Your goal> A single number is the answer here: the count of lines in the records below in which the word "symbols" appears.

Information supplied>
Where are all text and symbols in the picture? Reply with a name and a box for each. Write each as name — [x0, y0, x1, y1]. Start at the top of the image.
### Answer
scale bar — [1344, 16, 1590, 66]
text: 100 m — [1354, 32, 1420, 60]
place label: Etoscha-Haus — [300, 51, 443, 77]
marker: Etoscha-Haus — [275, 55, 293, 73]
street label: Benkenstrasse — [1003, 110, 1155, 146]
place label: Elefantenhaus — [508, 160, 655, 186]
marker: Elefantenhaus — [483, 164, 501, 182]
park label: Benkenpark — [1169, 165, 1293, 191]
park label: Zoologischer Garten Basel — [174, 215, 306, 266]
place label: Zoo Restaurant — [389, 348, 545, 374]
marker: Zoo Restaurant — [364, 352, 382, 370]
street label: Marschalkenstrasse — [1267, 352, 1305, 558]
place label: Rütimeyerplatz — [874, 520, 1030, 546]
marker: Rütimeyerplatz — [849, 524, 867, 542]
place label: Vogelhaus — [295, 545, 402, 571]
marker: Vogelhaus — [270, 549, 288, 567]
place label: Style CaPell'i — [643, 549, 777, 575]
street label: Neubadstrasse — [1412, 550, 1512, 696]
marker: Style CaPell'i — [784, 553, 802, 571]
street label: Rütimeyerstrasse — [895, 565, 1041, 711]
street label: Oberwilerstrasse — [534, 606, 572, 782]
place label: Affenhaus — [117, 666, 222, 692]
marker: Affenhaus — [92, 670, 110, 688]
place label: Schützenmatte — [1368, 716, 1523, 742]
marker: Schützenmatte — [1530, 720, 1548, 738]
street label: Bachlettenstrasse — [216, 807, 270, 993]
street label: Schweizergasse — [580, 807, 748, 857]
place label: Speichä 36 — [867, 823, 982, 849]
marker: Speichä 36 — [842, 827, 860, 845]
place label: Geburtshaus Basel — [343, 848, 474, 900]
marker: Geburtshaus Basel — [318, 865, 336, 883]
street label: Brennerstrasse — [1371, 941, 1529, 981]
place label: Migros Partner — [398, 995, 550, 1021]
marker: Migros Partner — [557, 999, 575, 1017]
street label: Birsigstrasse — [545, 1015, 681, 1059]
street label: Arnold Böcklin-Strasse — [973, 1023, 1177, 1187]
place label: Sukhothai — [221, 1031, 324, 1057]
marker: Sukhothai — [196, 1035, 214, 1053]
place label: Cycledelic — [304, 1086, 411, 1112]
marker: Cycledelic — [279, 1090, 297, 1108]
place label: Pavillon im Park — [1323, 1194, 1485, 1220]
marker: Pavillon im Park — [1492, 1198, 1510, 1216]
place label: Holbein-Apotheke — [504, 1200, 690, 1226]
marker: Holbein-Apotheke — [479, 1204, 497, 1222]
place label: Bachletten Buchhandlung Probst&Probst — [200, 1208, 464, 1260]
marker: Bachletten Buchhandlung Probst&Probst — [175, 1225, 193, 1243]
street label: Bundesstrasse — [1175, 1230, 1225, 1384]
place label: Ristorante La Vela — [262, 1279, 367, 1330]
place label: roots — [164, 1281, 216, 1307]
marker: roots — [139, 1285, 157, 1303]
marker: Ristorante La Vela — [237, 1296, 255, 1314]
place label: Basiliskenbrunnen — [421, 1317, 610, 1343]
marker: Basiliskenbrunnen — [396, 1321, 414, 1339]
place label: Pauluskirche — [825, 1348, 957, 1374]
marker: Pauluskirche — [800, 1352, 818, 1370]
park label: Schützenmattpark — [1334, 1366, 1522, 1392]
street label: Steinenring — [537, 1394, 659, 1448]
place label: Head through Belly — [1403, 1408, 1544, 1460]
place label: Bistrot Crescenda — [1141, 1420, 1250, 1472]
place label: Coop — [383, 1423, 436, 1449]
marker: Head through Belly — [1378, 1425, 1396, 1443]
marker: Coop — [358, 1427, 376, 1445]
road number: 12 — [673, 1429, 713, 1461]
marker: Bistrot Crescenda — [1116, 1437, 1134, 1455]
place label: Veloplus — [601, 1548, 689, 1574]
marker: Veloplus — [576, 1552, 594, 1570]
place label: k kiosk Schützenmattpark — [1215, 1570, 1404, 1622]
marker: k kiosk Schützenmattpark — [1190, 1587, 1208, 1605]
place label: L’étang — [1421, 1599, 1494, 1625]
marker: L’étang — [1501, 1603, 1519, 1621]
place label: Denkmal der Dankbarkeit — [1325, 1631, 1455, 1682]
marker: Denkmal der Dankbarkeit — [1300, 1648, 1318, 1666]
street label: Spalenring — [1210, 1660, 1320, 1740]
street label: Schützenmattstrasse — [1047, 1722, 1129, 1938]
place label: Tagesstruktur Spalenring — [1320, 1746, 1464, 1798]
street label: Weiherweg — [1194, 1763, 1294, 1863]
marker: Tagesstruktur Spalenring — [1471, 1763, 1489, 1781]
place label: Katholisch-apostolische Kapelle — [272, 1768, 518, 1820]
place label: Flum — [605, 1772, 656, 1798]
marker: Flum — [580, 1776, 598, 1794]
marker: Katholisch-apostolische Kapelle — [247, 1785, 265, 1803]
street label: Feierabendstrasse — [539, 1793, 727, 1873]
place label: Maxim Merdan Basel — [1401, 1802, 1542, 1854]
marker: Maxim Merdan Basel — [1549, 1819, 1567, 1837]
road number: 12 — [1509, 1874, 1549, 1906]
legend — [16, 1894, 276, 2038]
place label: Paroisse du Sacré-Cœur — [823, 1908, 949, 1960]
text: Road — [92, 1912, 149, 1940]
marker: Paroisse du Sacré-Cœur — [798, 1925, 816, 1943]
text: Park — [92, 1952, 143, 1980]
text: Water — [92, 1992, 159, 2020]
* * *
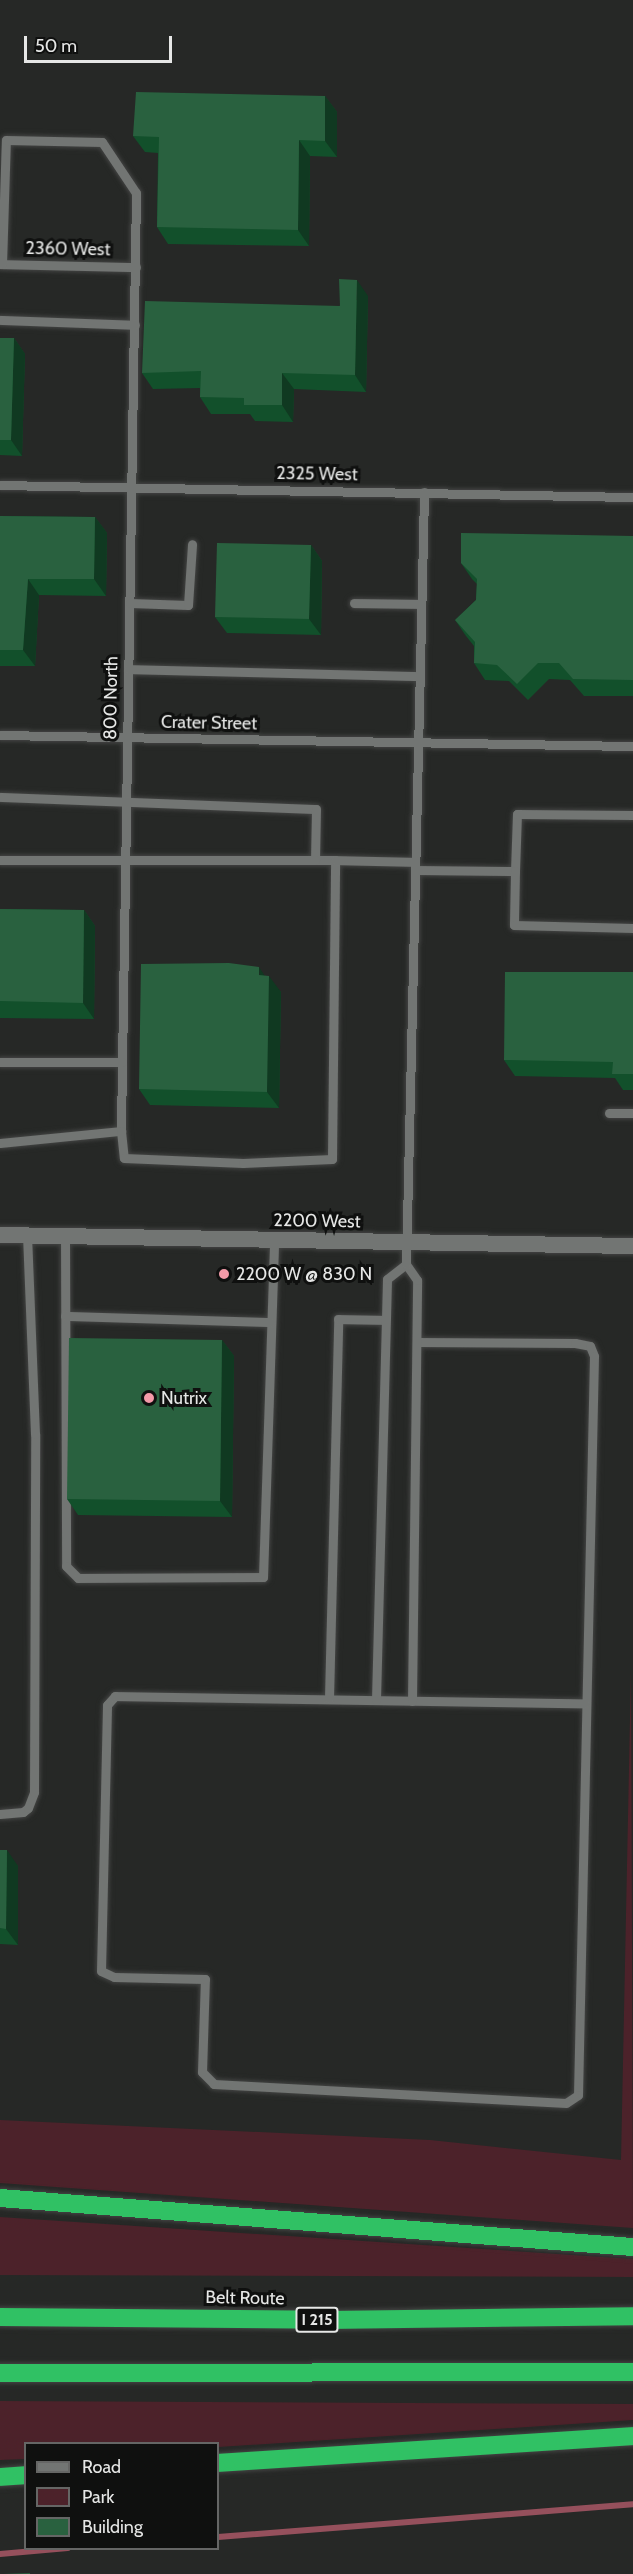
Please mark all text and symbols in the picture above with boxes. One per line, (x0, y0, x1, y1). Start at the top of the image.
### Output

Result of this exercise> 2